La esperanza cristiana también nos dirige a un futuro más allá de la muerte, a un tiempo cuando el sufrimiento será un asunto del pasado. Como Pablo la describe, la muerte es un enemigo, no es parte de lo que se planeó que existiese. Pero es un enemigo vencido, su poder ha sido quebrantado y algún día llegará a su fin (1 Corintios 15:26). La resurrección de Jesús es la promesa de Dios de que la muerte no tiene la última palabra. Nos asegura que el amor de Dios es suficientemente fuerte como para vencer la muerte y erradicar el sufrimiento.

Al relacionar todo esto recibimos una respuesta para nuestra pregunta inicial. Si preguntamos: ¿Cuál es el significado del sufrimiento?, no hay una respuesta, porque el sufrimiento en sí no tiene significado. Pero si preguntamos: ¿Podemos hallarle sentido al sufrimiento?, la respuesta es un resonante ¡Sí! Con fe en Dios, podemos encontrar sentido en el sufrimiento, a través del sufrimiento y a pesar del sufrimiento.

Richard Rice (Ph.D., University of Chicago Divinity School) es profesor de religión en la Universidad de Loma Linda. Ha escrito cuatro libros, incluyendo The Openness of God y Reign of God, y muchos artículos. Su dirección: Loma Linda University; Loma Linda, California 92350; E.U.A. E-mail: rrice@rel.llu.edu

Notas y referencias

* Todas las citas bíblicas de este artículo proceden de la Versión Reina-Valera, revisión de 1960, a no ser que se indique de otra manera.

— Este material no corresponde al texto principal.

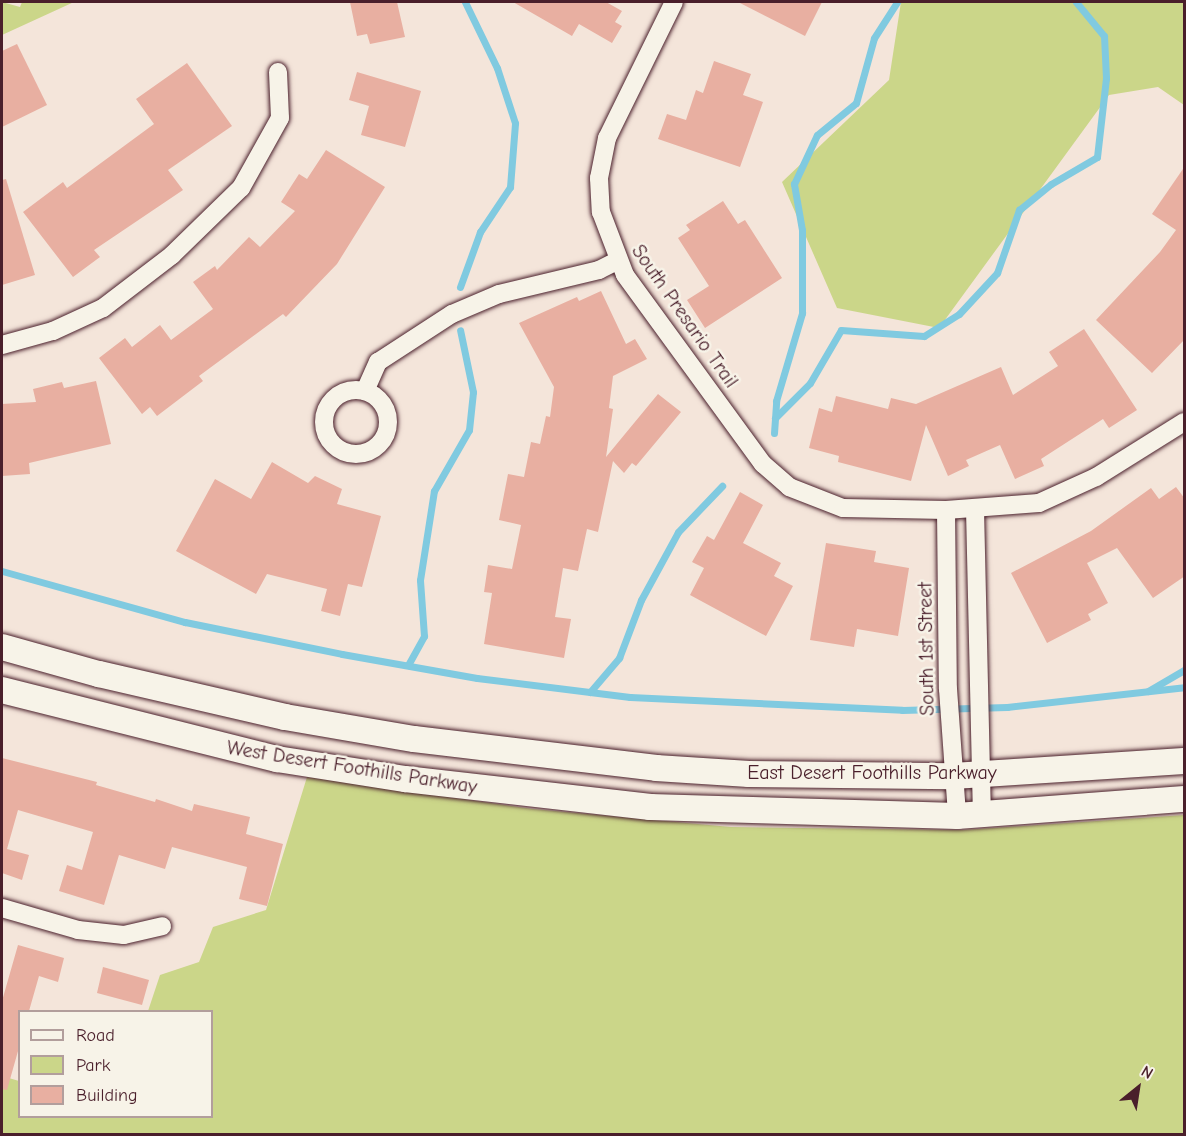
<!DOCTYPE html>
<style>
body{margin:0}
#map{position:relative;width:1186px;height:1136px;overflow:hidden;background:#f4e5da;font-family:"Comic Neue",sans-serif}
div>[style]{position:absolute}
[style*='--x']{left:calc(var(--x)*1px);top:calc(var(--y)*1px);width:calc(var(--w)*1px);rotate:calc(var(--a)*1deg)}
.green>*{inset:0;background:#cbd689}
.stream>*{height:7px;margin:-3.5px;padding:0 3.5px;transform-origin:3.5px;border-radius:3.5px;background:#80cae0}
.building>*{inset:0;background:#e8afa1}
.roads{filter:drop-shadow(0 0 2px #4a1f2b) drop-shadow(0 0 2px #4a1f2b)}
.street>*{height:18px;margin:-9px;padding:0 9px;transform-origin:9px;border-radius:9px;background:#f7f3e8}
.street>.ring{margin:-9px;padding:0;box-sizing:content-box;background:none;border:18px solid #f7f3e8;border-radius:50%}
.secondary>*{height:26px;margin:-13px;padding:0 13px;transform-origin:13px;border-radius:13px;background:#f7f3e8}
span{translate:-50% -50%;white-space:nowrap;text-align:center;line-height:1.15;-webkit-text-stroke:5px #f7f3e8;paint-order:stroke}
.street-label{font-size:20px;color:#4a1f2b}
.frame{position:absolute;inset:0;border:3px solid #4a1f2b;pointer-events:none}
.legend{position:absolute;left:18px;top:1010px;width:195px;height:108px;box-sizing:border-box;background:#f7f3e8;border:2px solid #b29e9c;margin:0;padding:8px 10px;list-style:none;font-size:18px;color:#4a1f2b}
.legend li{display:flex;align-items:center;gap:12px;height:30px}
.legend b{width:30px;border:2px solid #b29e9c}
.north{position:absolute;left:1108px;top:1058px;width:60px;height:60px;-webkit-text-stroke:4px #f7f3e8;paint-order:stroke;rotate:30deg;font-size:16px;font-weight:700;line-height:24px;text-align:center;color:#4a1f2b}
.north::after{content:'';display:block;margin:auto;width:21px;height:27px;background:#4a1f2b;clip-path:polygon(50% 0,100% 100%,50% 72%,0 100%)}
</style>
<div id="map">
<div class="green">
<div style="clip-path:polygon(2px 2px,20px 7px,22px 2px,74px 2px,2px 35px)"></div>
<div style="clip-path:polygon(901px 2px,1184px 2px,1184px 105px,1158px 87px,1109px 95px,939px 328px,837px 308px,782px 182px,889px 80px)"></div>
<div style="clip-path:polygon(307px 777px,533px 809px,731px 827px,963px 830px,1184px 815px,1184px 1134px,2px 1134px,2px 1076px,19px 1081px,20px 1116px,212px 1116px,212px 1012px,148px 1011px,160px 975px,199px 962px,213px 927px,266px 910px)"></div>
</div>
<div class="stream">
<div style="--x:460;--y:287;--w:59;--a:-70"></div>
<div style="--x:480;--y:232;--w:54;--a:-56.3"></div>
<div style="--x:510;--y:187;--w:64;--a:-85.5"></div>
<div style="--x:515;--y:123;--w:58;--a:-108.1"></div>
<div style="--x:497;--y:68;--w:73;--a:-115.9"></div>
<div style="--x:775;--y:418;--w:49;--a:-45"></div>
<div style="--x:810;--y:383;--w:61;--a:-59.7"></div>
<div style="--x:841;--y:330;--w:83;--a:4.1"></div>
<div style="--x:924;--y:336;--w:41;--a:-32.2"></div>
<div style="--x:959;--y:314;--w:56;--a:-47.2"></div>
<div style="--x:997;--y:273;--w:67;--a:-70.8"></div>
<div style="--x:1019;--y:210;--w:41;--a:-39.1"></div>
<div style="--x:1051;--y:184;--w:53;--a:-30.4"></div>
<div style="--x:1097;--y:157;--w:80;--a:-83.5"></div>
<div style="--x:1106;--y:78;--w:42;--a:-92.7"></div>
<div style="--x:1104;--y:36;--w:44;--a:-129.5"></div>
<div style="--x:774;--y:433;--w:32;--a:-86"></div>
<div style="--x:776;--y:401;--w:92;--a:-73.5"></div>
<div style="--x:802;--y:313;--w:83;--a:-90"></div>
<div style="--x:802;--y:230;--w:47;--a:-99.9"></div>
<div style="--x:794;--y:184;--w:54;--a:-64.9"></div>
<div style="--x:817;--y:135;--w:50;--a:-39.4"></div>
<div style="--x:856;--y:103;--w:67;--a:-74.5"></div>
<div style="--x:874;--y:38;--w:43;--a:-57.4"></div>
<div style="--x:2;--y:571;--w:190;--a:15.6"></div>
<div style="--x:185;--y:622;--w:160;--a:11.5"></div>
<div style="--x:342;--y:654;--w:137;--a:10.1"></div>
<div style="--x:477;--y:678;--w:154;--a:7.1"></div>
<div style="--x:630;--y:697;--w:272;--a:2.7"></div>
<div style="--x:902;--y:710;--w:105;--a:-1.6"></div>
<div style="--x:1007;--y:707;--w:178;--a:-6.4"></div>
<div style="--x:408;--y:665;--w:33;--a:-61"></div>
<div style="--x:424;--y:636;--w:56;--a:-94.1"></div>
<div style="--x:420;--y:580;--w:90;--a:-81.1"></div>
<div style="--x:434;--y:491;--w:70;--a:-60.2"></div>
<div style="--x:469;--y:430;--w:38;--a:-84"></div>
<div style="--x:473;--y:392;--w:63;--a:-101.8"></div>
<div style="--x:1148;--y:691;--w:42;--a:-30.3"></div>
<div style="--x:590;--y:692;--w:45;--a:-49.5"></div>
<div style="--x:619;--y:658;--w:62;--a:-69.2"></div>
<div style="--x:641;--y:600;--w:77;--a:-61.4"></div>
<div style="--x:678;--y:532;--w:64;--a:-46.3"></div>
</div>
<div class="building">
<div style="clip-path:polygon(350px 2px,397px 2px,405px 37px,370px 44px,367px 34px,357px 36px)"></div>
<div style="clip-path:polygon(513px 2px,606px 2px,622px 11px,615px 22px,622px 26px,612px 43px,579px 24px,572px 36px)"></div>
<div style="clip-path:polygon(738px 2px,822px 2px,805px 36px)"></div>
<div style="clip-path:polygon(17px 44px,47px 105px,2px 127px,2px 51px)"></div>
<div style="clip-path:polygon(714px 61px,751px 74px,743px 95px,763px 102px,740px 167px,658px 139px,667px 114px,686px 120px,696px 90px,703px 93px)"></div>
<div style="clip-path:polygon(187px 63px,232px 126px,168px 170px,183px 190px,94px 250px,100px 257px,73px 277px,23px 212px,63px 182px,67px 188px,154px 124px,136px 99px)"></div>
<div style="clip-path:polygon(357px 72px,421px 91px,405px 147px,361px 135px,369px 106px,349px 100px)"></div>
<div style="clip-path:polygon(326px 150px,385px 187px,337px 264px,286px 317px,283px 314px,199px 376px,203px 381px,157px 416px,150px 407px,142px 414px,99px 358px,125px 338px,132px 347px,160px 325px,171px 340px,213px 309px,193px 282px,215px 266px,217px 270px,249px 237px,260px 247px,295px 211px,281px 202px,299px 174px,307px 179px)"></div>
<div style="clip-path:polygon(1185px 166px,1185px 339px,1152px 373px,1096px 320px,1160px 252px,1176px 230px,1152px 214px)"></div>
<div style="clip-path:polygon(6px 179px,35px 275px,2px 285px,2px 180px)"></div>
<div style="clip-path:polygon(723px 201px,738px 224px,745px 220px,782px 278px,705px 328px,687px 300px,709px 286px,678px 238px,690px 230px,686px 225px)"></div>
<div style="clip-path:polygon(601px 291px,626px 344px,635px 339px,647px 359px,613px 376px,609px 408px,613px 409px,606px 457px,658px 394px,681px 412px,636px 466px,632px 463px,624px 473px,613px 461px,598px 532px,587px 529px,578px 571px,563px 568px,555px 617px,571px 619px,564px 658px,484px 644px,492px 593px,484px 592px,488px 565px,512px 569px,521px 525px,499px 520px,508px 474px,524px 477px,531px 442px,540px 444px,546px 416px,550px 417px,554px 387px,519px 323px,577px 297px,579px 301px)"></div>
<div style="clip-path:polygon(1084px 329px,1137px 410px,1109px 428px,1103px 419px,1041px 459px,1044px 466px,1015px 479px,1000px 445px,966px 460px,969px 466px,948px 476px,926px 425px,911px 481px,838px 462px,839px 456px,809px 448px,819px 408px,832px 412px,836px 396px,888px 409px,891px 398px,916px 404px,1001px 367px,1013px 395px,1058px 366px,1049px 352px)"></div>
<div style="clip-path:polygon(96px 381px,111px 444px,29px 463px,30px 474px,2px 476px,2px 404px,36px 402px,33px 389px,62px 382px,64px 388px)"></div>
<div style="clip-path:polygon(272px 462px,308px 483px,315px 476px,342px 489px,337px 504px,381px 516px,362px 587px,348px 584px,340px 616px,321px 611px,327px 589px,267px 574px,256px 594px,176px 551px,215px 479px,251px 499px)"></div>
<div style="clip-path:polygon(1176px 487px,1185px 499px,1185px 576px,1153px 598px,1117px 548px,1087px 563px,1108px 603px,1088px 614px,1091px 620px,1047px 643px,1011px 573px,1091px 531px,1151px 488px,1159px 499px)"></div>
<div style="clip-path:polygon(740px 492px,763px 505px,743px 543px,781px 563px,774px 576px,793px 586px,766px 636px,690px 595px,704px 568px,692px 562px,707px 536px,714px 540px)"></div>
<div style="clip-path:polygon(826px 543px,876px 551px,874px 562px,909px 568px,898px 636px,857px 629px,854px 647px,810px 640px)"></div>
<div style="clip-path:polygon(2px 758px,97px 782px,96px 785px,155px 802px,156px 799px,192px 811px,194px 804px,250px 817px,246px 834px,283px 844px,267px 906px,239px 899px,247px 867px,172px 847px,165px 869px,119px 855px,104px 905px,59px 891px,67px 865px,82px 870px,93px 832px,18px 810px,7px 849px,29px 855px,22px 880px,2px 873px)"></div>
<div style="clip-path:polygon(18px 945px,64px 958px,58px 982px,39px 976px,29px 1011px,20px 1011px,20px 1044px,7px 1090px,2px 1089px,2px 1001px)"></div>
<div style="clip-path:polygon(103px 967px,149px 980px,142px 1005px,97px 993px)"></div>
</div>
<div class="roads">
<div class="street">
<div style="--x:674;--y:2;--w:152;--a:116.2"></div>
<div style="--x:607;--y:138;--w:41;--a:101.3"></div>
<div style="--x:599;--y:178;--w:34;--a:87"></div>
<div style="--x:601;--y:212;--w:67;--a:69.1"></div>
<div style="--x:625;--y:275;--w:234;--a:53.9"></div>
<div style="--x:763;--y:464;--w:35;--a:41"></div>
<div style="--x:789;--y:487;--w:58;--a:21.3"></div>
<div style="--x:843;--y:508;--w:103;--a:1.1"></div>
<div style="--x:946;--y:510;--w:93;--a:-4.3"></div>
<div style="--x:1039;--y:503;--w:63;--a:-24.5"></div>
<div style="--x:1096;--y:477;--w:104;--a:-32"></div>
<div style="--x:2;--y:345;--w:53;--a:-15.4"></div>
<div style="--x:53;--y:331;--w:55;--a:-24.7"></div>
<div style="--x:103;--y:308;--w:87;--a:-37.5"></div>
<div style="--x:172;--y:255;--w:96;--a:-44.2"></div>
<div style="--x:241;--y:188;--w:80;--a:-60.9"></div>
<div style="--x:280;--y:118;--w:46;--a:-92.5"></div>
<div class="ring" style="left:324px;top:390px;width:46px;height:46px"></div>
<div style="--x:365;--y:391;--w:32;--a:-66"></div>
<div style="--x:378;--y:362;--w:88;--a:-33"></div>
<div style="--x:452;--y:314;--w:51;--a:-23.1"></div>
<div style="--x:499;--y:294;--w:103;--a:-13.5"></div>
<div style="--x:599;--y:270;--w:20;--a:-27"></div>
<div style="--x:975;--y:509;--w:305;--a:88.7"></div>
<div style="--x:946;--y:510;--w:179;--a:89.4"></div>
<div style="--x:948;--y:689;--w:127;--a:85.9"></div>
<div style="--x:2;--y:908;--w:79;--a:16.1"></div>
<div style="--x:78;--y:930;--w:46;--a:6.2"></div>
<div style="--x:124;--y:935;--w:39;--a:-13"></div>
</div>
<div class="secondary">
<div style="--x:2;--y:647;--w:101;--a:15.6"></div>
<div style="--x:99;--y:674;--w:191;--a:13"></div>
<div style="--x:285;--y:717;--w:131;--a:9.7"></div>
<div style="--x:414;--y:739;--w:244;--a:6.8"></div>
<div style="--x:656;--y:768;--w:93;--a:3.7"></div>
<div style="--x:749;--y:774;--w:204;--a:0.6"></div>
<div style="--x:953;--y:776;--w:231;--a:-3.7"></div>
<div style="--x:2;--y:690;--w:284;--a:14.1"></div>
<div style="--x:277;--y:759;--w:130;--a:8.9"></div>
<div style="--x:405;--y:779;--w:247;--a:6.5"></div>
<div style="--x:650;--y:807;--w:307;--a:1.7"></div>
<div style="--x:957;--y:816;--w:228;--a:-4.3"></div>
</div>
</div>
<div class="street-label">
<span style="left:685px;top:316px;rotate:55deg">South Presario Trail</span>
<span style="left:926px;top:649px;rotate:-91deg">South 1st Street</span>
<span style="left:352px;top:767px;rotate:9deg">West Desert Foothills Parkway</span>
<span style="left:872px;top:772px">East Desert Foothills Parkway</span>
</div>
<div class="frame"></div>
<ul class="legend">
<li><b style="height:8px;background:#f7f3e8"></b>Road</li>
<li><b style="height:16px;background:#cbd689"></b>Park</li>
<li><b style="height:16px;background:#e8afa1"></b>Building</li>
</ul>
<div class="north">N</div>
</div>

1. Una versión inicial de este artículo apareció en el número de primavera de 1999 de Update, una publicación del Centro de Bioética Cristiana, Universidad de Loma Linda.

2. Harold Kushner: When Bad Things Happen to Good People (Nueva York: Schocken, 1981), p. 6.

3. Dostoievsky, Feodor M.: The Brothers Karamazov, libro 5, cap. 4, “Rebellion”.

4. Martin P. Marty: A Cry of Absence: Reflections for the Winter of the Heart, 2a. ed. (San Francisco: Harper SanFrancisco, 1993), pp. xi-xii.

5. Nicholas Wolterstorff: “The Grace That Shaped My Life”, en Philosophers Who Believe: The Spiritual Journeys of Eleven Leading Thinkers, ed. por Kelly James Clark (Downers Grove, Illinois: InterVarsity, 1993), pp. 273-275.